Now as family are biased...I was hoping for some objective thoughts.

She went to her solicitor and has a financial plan to keep the house.

Can she keep the house or can he force her to sell?
 
My sister went through something quite similar. Basically she had a remotgage and give him 30 grand. He left and has hardly been seen or heard of since. She wasn't too bad as she has a well paid job but it has been tough. She had a good solicitor too which is half the battle. If she can afford it she should try to buy him out and then go for maintanence.
 
As previous poster says she needs a good solicitor. Fairest thing would be to get 3 valuations from auctioneers on the value of the house, subtract what she has contributed (savings & mortgage payments), plus the site, (presumable her site alone as gift from her parents to her). Divide what's left into two, probably as you say not much, particularly as it's relatively recent and then when you have this figure pay that if she can afford it. Boyfriend seems to be forgetting he'll have to pay maintenance, maybe what she has to pay him out of the house profits can be used as maintenance.
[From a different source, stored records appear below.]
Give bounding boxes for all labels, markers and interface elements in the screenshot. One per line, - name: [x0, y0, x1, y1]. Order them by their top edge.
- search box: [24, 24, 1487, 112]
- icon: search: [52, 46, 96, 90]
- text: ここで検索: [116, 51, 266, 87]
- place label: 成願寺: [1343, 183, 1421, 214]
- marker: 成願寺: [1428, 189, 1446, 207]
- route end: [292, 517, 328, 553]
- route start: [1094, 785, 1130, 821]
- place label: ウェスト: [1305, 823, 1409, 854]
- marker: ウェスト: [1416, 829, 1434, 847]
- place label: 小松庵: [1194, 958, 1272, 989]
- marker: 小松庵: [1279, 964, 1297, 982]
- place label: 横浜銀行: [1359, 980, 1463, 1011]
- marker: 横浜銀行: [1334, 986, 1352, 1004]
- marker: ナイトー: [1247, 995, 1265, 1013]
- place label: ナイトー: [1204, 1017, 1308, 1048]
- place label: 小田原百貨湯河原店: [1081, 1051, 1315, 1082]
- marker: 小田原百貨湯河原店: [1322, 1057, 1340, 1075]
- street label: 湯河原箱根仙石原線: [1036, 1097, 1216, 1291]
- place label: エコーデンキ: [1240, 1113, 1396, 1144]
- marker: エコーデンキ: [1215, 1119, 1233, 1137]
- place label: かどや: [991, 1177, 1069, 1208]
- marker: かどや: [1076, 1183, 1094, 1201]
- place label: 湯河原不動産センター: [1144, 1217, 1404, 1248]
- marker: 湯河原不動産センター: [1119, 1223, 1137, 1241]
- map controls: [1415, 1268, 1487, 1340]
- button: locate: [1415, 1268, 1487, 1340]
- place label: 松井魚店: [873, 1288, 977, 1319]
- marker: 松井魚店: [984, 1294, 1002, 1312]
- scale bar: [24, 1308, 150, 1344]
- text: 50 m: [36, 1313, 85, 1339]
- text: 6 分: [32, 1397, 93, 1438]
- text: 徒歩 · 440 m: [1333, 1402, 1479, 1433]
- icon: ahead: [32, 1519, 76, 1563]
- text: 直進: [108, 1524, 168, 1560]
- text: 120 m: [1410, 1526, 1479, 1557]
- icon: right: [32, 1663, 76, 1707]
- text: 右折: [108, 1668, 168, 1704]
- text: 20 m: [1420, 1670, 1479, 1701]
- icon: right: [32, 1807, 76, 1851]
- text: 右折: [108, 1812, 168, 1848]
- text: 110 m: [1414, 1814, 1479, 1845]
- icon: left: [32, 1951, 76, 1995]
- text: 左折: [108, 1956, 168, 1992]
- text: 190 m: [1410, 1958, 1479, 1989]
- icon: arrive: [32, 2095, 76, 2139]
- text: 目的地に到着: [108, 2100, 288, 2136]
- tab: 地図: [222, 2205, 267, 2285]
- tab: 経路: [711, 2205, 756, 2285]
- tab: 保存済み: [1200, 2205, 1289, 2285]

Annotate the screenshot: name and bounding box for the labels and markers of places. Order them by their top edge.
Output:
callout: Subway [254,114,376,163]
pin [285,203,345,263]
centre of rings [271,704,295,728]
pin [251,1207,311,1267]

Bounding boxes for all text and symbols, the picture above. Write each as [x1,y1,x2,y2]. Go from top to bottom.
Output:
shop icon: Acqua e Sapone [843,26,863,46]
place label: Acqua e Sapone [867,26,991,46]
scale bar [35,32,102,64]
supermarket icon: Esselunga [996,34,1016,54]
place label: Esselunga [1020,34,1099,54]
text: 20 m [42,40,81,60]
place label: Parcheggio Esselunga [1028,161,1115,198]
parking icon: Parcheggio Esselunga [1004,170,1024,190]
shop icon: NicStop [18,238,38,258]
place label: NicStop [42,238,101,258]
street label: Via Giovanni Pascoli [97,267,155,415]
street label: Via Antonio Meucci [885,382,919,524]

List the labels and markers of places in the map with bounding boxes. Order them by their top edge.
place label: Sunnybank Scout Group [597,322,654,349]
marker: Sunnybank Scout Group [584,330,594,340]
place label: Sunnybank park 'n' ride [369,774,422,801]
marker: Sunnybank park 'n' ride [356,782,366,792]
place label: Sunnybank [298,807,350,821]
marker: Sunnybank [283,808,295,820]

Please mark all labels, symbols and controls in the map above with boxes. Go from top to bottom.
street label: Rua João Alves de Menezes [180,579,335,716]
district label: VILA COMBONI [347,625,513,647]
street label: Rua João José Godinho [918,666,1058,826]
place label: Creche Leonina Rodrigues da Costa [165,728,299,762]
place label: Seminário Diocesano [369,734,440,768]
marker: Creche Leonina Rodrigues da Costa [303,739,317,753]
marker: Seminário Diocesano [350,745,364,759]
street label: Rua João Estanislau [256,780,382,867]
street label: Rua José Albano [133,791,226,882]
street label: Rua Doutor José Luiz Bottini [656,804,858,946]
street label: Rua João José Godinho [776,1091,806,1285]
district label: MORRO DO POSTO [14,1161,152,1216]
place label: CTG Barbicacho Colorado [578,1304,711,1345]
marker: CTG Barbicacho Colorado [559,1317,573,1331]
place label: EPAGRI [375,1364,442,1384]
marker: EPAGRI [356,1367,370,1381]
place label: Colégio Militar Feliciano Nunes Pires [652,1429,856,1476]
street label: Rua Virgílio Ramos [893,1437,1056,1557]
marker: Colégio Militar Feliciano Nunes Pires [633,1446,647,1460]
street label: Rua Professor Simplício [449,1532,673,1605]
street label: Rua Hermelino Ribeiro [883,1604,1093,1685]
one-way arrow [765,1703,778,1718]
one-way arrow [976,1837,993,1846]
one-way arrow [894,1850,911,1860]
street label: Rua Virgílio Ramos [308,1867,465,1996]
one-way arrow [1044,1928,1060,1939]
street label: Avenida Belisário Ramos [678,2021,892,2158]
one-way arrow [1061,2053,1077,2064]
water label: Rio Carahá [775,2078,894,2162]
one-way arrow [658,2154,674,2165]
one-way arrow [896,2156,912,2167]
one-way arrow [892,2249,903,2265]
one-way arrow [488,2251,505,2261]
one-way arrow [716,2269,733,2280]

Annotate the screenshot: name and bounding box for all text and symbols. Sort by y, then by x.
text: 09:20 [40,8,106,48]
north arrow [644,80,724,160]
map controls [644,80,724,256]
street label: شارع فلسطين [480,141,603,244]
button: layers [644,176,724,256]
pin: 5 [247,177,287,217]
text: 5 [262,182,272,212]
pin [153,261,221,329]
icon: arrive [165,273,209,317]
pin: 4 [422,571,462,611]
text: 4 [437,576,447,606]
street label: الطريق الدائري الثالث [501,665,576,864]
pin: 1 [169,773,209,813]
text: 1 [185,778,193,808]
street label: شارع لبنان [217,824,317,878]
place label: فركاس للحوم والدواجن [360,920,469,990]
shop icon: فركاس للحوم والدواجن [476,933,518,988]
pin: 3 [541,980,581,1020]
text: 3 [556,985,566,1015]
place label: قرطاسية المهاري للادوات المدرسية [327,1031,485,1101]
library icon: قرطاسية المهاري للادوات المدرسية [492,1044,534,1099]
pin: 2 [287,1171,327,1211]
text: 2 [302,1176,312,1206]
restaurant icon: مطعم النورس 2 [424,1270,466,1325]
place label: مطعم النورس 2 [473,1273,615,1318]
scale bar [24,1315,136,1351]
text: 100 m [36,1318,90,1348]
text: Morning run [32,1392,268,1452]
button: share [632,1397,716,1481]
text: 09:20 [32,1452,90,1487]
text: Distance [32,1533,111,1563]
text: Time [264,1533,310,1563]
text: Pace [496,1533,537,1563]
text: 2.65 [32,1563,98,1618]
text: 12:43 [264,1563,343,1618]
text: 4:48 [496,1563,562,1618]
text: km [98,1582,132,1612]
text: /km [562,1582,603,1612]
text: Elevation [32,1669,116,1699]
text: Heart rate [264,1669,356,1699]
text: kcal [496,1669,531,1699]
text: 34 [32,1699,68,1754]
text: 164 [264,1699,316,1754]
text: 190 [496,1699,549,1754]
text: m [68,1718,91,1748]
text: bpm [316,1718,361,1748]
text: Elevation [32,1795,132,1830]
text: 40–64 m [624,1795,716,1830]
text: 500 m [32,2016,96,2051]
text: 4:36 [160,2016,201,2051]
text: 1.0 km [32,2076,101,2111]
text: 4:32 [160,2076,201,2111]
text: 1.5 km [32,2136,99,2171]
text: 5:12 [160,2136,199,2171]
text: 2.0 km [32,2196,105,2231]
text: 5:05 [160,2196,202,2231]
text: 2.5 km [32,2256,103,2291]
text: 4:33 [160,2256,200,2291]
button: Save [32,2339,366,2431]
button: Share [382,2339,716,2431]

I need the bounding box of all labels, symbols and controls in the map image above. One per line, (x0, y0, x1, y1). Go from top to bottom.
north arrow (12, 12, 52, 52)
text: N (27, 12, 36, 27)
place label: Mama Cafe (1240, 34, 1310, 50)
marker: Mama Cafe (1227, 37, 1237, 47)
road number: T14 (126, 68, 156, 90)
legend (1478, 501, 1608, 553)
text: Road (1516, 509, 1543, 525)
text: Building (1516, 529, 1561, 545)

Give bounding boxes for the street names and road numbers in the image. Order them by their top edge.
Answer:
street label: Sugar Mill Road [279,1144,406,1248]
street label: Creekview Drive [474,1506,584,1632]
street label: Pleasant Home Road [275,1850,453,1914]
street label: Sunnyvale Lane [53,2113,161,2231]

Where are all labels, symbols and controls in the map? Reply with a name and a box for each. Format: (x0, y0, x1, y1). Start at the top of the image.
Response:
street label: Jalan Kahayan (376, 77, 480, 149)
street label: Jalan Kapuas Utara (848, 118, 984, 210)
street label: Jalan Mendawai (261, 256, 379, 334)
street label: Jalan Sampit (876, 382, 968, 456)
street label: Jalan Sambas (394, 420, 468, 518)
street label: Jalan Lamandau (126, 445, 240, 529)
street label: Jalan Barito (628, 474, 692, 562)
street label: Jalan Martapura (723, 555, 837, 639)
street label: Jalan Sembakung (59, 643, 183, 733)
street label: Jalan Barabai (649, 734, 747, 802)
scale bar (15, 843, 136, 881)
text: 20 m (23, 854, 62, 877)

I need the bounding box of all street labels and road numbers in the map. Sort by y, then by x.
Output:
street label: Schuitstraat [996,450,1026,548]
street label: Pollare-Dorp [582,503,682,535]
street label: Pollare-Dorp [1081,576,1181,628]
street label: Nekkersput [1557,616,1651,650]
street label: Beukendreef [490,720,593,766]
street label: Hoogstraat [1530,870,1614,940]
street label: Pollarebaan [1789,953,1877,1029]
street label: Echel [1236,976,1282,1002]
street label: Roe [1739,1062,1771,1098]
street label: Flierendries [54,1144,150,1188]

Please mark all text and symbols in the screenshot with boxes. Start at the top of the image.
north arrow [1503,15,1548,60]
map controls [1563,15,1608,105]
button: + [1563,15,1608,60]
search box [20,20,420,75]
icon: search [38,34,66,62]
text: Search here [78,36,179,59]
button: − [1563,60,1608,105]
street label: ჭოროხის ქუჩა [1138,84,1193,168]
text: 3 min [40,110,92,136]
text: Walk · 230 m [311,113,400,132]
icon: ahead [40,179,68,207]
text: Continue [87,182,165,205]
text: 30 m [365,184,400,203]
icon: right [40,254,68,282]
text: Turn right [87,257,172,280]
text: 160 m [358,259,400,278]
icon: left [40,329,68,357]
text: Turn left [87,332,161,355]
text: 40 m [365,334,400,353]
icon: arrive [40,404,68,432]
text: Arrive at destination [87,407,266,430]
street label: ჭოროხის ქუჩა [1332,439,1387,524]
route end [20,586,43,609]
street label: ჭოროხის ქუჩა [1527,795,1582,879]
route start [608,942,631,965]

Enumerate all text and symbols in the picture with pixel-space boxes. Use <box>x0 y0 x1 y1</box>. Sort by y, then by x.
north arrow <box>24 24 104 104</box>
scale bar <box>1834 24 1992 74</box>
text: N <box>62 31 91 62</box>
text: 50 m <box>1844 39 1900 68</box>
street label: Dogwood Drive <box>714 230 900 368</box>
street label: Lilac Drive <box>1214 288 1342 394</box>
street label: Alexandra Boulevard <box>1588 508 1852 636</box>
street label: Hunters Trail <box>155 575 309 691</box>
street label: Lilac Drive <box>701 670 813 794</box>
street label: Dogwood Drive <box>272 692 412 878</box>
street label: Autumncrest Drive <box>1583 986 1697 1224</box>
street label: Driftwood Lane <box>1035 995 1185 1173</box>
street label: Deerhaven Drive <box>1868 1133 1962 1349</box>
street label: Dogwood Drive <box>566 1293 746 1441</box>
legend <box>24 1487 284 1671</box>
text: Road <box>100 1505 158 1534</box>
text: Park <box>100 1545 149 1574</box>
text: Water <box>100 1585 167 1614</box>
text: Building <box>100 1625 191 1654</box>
Right now she should get out a diary and record everything she is paying and what he contributes to the child's maintenance and when he has visitations with the child and any threats he makes, might be better if she sees the father as little as possible or only when someone neutral is present. Also she needs to figure out everything she contributed to the house being built. It will be helpful when she goes to a solicitor. This advice is based on one side of the story. At the end of the day it's better for the child if everything could be settled amicable. He will the child's father forever.
 
She went to her solicitor and has a financial plan to keep the house.

Can she keep the house or can he force her to sell?

She should work closely with her solicitor and discount "advice" received by well meaning relatives, neighbors and especially posters on anonymous discussion boards!
 
Thanks all for the advice. She has been seeing a solicitor for a number of weeks who seems OK (but slow).
The solicitor seems positive about the situation, but she herself does not feel confident when she meets the ex, so it was really just to hear some other suggestions to bring up with the solicitor that might support her case that have not been thought of previously.
Many thanks.
 
Wasn't there a major campaign recently by unmarried fathers who appeared to have absolutely no rights regarding their children. Presumably his threats that he will take the child have no legal basis. She should make a written record of all such threats as they might be useful in any future case.

Brendan
 
Advise her not to meet ex on her own. Having a witness usually cuts down on threats and intimidation.